Stored items
▶
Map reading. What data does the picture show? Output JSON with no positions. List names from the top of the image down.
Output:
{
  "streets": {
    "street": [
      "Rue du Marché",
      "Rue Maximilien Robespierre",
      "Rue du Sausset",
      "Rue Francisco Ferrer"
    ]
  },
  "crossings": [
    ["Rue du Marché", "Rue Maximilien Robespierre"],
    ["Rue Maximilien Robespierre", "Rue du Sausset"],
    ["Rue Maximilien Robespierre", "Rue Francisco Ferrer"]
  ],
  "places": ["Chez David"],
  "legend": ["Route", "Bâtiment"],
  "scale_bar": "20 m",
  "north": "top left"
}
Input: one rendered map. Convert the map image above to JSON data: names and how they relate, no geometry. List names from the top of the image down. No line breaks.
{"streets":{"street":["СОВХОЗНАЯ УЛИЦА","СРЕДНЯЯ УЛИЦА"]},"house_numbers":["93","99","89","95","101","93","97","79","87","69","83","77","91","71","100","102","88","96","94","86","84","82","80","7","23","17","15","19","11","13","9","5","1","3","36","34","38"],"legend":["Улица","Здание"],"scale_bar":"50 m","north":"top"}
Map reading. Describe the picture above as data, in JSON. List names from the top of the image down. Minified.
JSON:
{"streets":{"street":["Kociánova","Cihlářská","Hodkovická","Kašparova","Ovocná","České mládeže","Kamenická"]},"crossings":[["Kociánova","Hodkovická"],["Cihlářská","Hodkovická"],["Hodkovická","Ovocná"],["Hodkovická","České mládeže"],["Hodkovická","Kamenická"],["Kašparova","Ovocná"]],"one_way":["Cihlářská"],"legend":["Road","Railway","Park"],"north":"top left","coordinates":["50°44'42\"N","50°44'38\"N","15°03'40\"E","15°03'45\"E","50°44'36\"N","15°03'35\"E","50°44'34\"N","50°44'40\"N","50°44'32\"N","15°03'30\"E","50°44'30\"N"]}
◀
- **PROBLEM**
Take every line above carrying "reading" and return it.

- **SOLVED PROBLEM**
Map reading. What data does the picture show? Output JSON with no positions. List names from the top of the image down.
Map reading. Describe the picture above as data, in JSON. List names from the top of the image down. Minified.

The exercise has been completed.